“Creativity means not copying”
This exhibition is a brilliant,
mind-opening way to spend an hour.
Interestingly, it’s been organized by the
Catalan Tourism Authority - I struggled to see how a shrine to an impossibly
great thing that’s no longer there anymore is going to boost tourism.
That said…
Ferran Adria’s achievements are hulking - he
was Head Chef of El Bulli aged 25. Inspired by Nouvelle Cuisine pioneers Michel
Bras and Pierre Gagnaire, he set about turning the restaurant scene on its
head. He truly is the godfather of molecular gastronomy, even though he is said
to dislike the term.
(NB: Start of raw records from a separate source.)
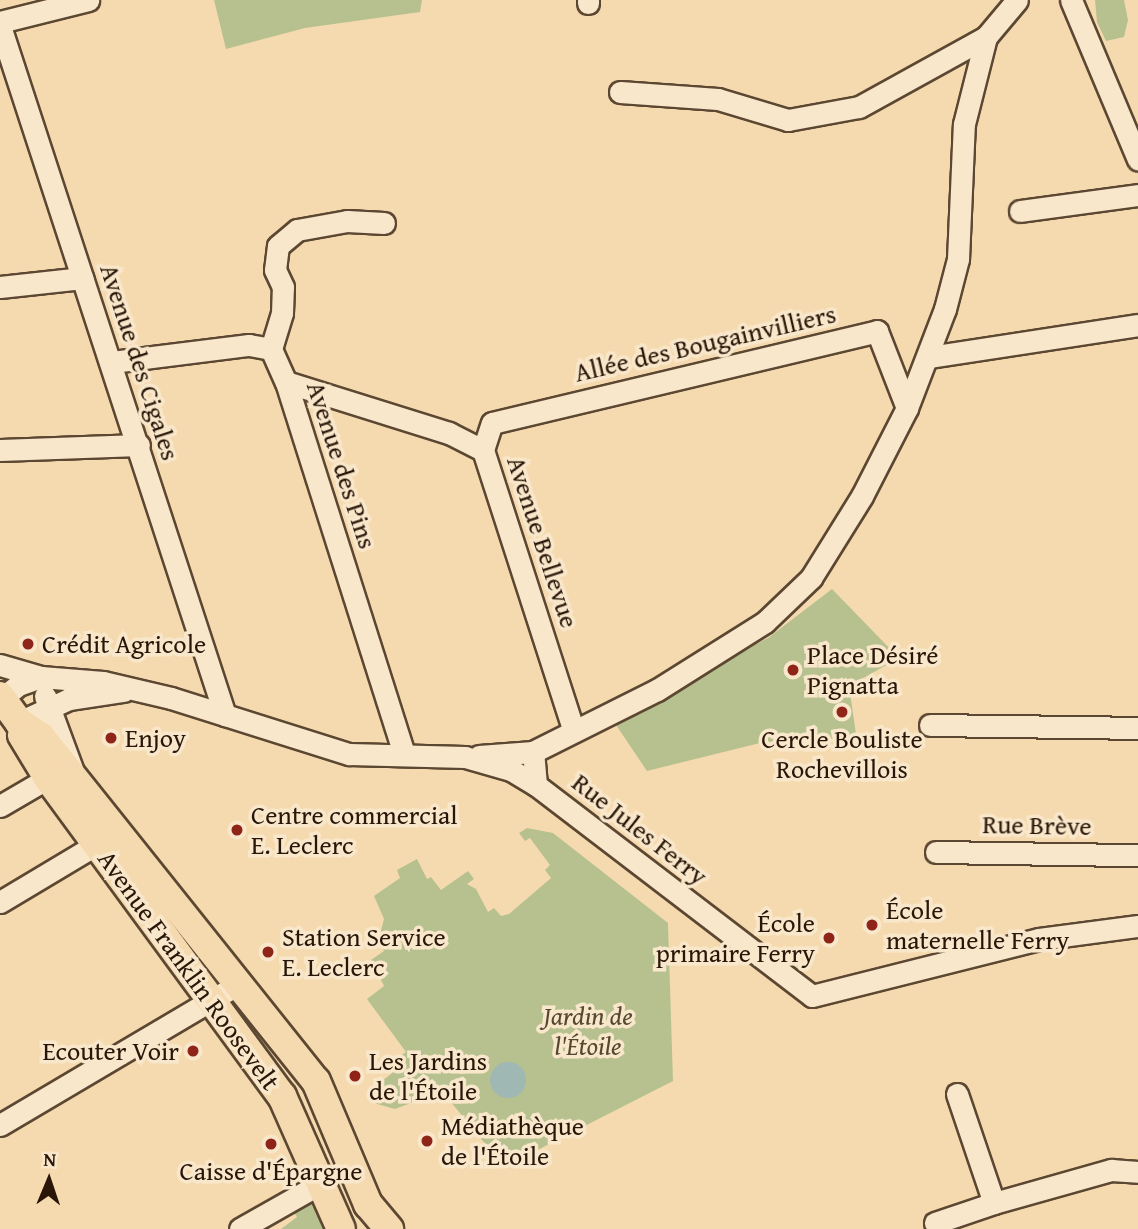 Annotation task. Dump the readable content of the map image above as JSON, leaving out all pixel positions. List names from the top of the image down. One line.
{"streets":{"main road":["Avenue Franklin Roosevelt"],"street":["Allée des Bougainvilliers","Avenue des Cigales","Avenue des Pins","Avenue Bellevue","Rue Brève","Rue Jules Ferry"]},"crossings":[["Allée des Bougainvilliers","Avenue Bellevue"],["Avenue des Cigales","Rue Jules Ferry"],["Avenue des Pins","Avenue Bellevue"],["Avenue des Pins","Rue Jules Ferry"],["Rue Jules Ferry","Avenue Franklin Roosevelt"]],"parks":["Jardin de l'Étoile"],"places":["Crédit Agricole","Place Désiré Pignatta","Cercle Bouliste Rochevillois","Enjoy","Centre commercial E. Leclerc","École maternelle Ferry","École primaire Ferry","Station Service E. Leclerc","Ecouter Voir","Les Jardins de l'Étoile","Médiathèque de l'Étoile","Caisse d'Épargne"],"north":"top"} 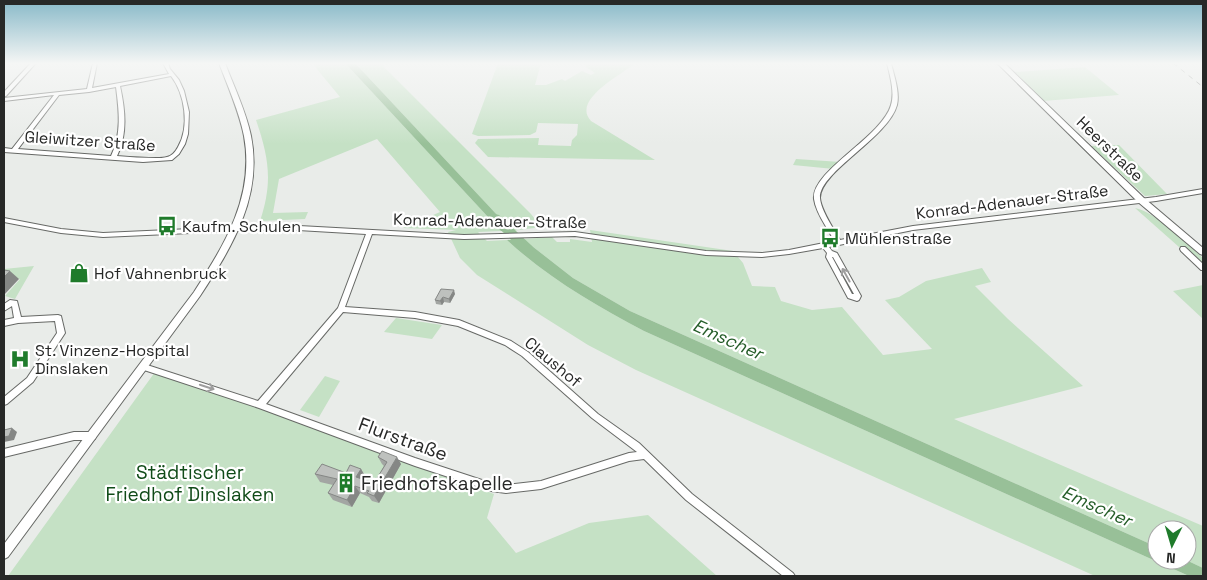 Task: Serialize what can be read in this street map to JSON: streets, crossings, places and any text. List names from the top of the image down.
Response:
{
  "streets": {
    "main road": ["Heerstraße"],
    "street": [
      "Gleiwitzer Straße",
      "Konrad-Adenauer-Straße",
      "Claushof",
      "Flurstraße"
    ]
  },
  "crossings": [
    ["Heerstraße", "Konrad-Adenauer-Straße"],
    ["Claushof", "Flurstraße"]
  ],
  "water": ["Emscher"],
  "parks": ["Städtischer Friedhof Dinslaken"],
  "places": {
    "bus stop": ["Kaufm. Schulen", "Mühlenstraße"],
    "shop": ["Hof Vahnenbruck"],
    "hospital": ["St. Vinzenz-Hospital Dinslaken"],
    "building": ["Friedhofskapelle"]
  },
  "north": "bottom"
} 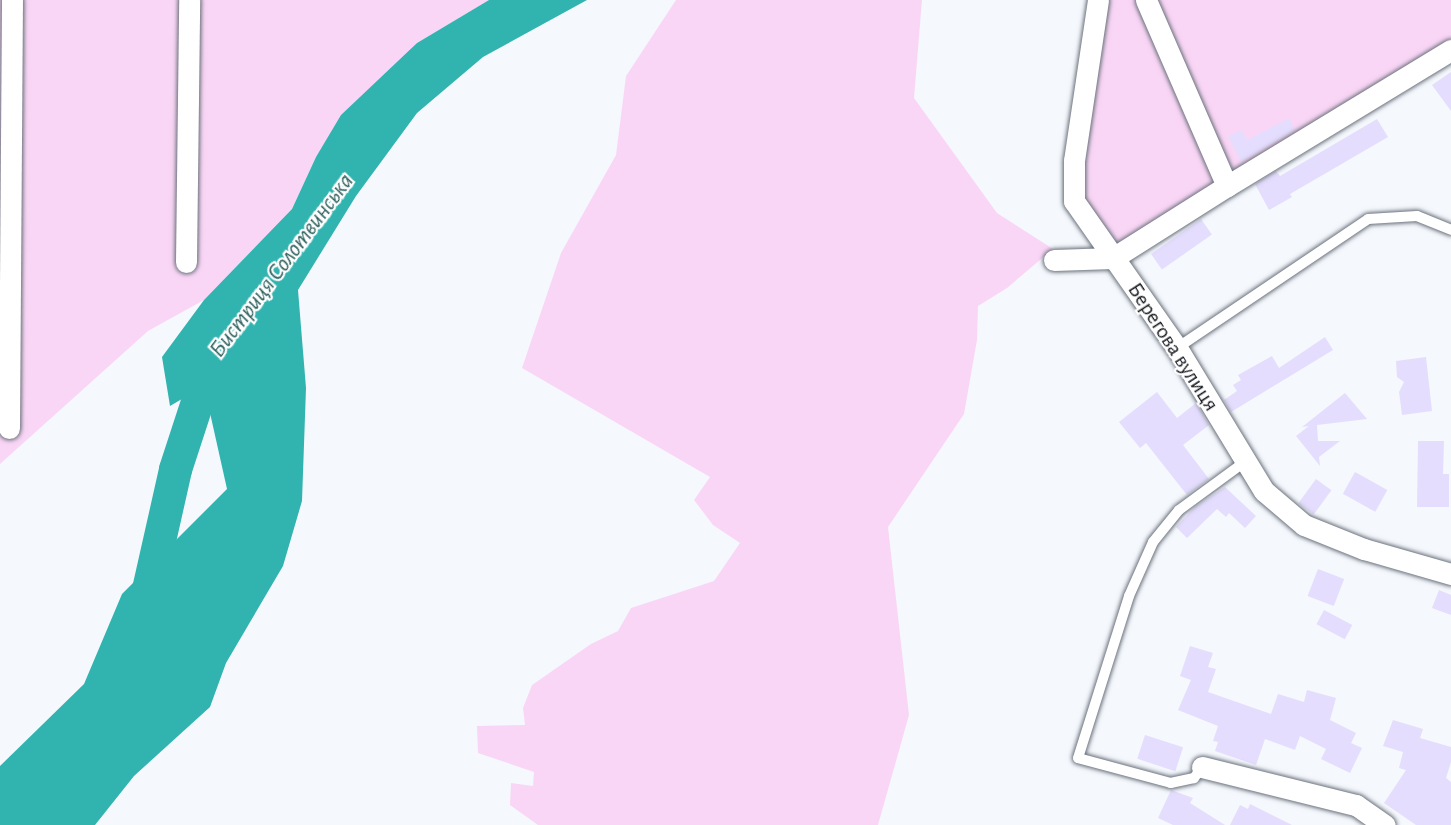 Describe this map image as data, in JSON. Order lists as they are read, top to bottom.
{
  "streets": {
    "street": ["Берегова вулиця"]
  },
  "water": ["Бистриця Солотвинська"]
} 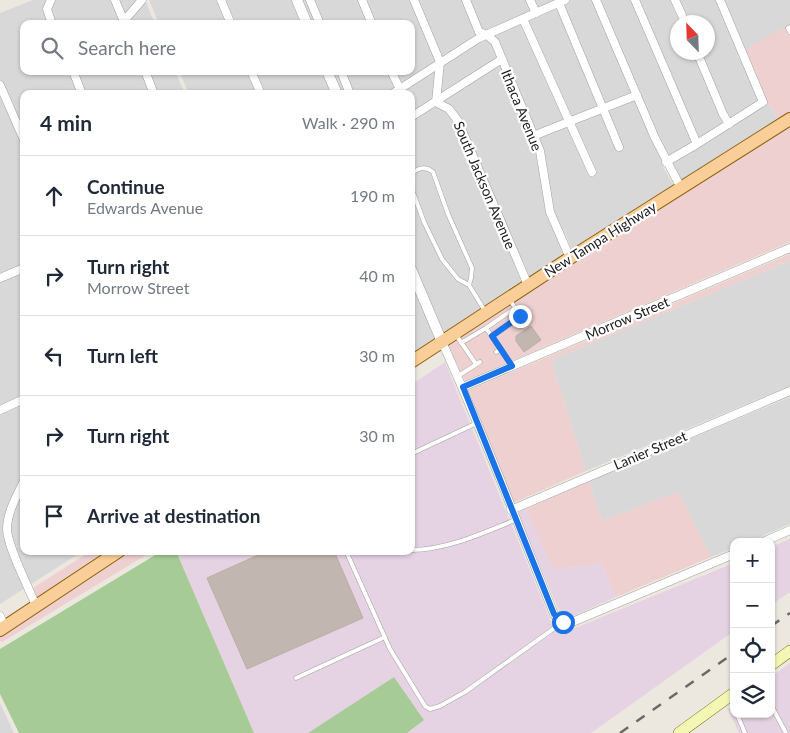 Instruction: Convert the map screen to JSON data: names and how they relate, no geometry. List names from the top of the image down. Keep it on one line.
{"streets":{"main road":["New Tampa Highway"],"street":["Ithaca Avenue","South Jackson Avenue","Morrow Street","Lanier Street"]},"crossings":[["Ithaca Avenue","New Tampa Highway"],["South Jackson Avenue","New Tampa Highway"]],"north":"top left","page":{"search":"Search here","heading":["4 min","Walk · 290 m"],"list":[["Continue","Edwards Avenue","190 m"],["Turn right","Morrow Street","40 m"],["Turn left","30 m"],["Turn right","30 m"],"Arrive at destination"],"map_buttons":["+","−"]}} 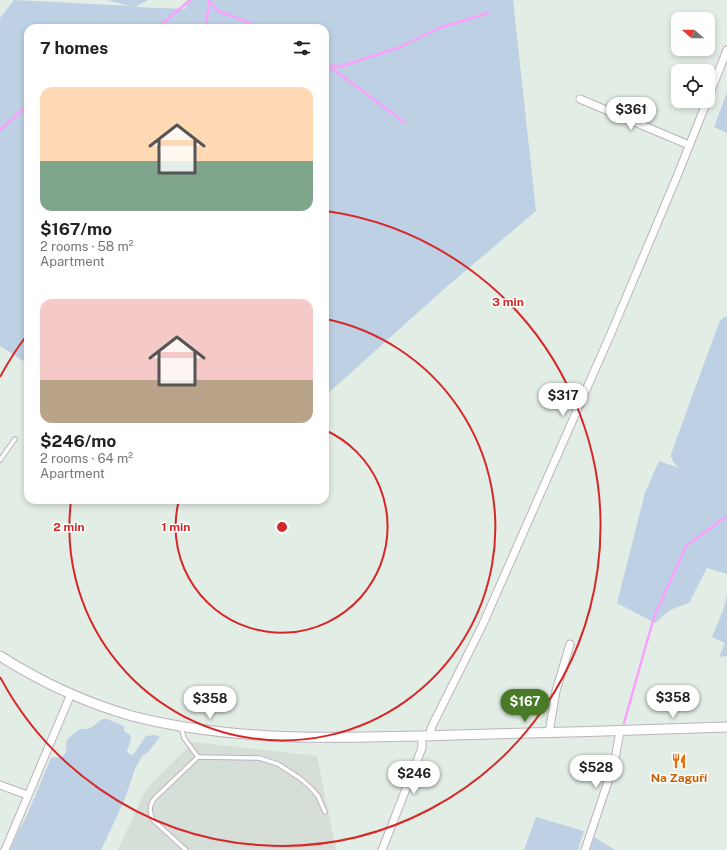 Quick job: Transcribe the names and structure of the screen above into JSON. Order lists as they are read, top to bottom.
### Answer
{
  "places": {
    "restaurant": ["Na Zaguří"]
  },
  "north": "left",
  "page": {
    "heading": "7 homes",
    "list": [
      {
        "name": "$167/mo",
        "note": "2 rooms · 58 m² · Apartment"
      },
      {
        "name": "$246/mo",
        "note": "2 rooms · 64 m² · Apartment"
      }
    ],
    "price": [
      "$361",
      "$317",
      "$358",
      "$358",
      "$167",
      "$528",
      "$246"
    ]
  },
  "rings": ["3 min", "2 min", "1 min"]
} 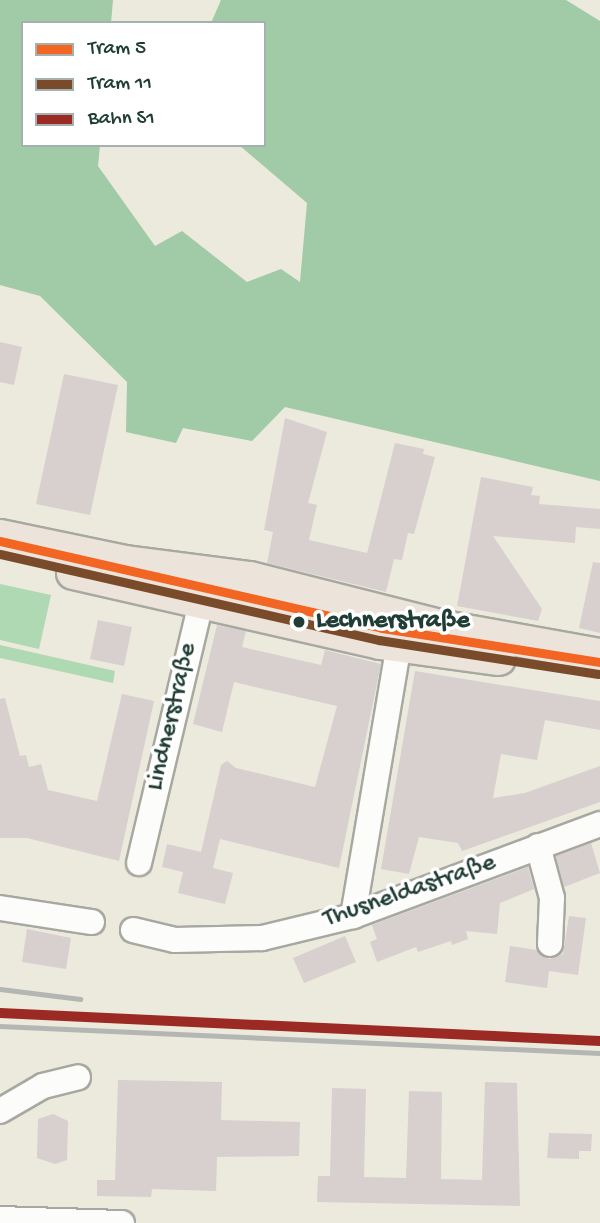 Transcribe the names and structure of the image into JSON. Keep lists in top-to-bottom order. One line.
{"streets":{"street":["Lindnerstraße","Thusneldastraße"]},"places":["Lechnerstraße"],"lines":["tram line 5","tram line 11","rail line S1"],"legend":["Tram 5","Tram 11","Bahn S1"]}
I smirked at one unenlightened exhibition-goer proclaiming
loudly to her friend that it was “all a bit Heston.”
The thing that struck me was the way Adria
approached cooking with a child-like innocence and no historical baggage. He
simply thought – forget what’s gone before, what could cooking be like? There’s a saying that “the creative adult is
the child who survived” and that was in evidence here. Suddenly edible airs,
foams, spheres, caviar of every material, disappearing ravioli and deconstructed cocktails all make
perfect sense.
Adria was the first chef to establish a
workshop, in which he could develop new techniques, methods and dishes in the
months when the restaurant was closed.
He was the first to seriously import
industrial equipment into the commercial kitchen, from PVC tubes to silicon
moulds and liquid nitrogen baths. A creative agent provocateur he most certainly
was.
It occurred to me, probably for the first
time, how much inspiration Adria drew from Japanese cookery – both new methods
of cooking and the Japanese knack for exquisite presentation.
It’s also an exhibition about the power of
purpose. Once you’ve declared “creativity means not copying” you’ve set
yourself on a clear path. Experiment, invent, and try things never applied to
food before.
I was fascinated by how well the team at El Bulli understood marketing. The French bulldog branding is everywhere (the "bulli" after which the restaurant is named), the romanticism of approaching the restaurant by water, the scarcity value of shutting the place for half of the year.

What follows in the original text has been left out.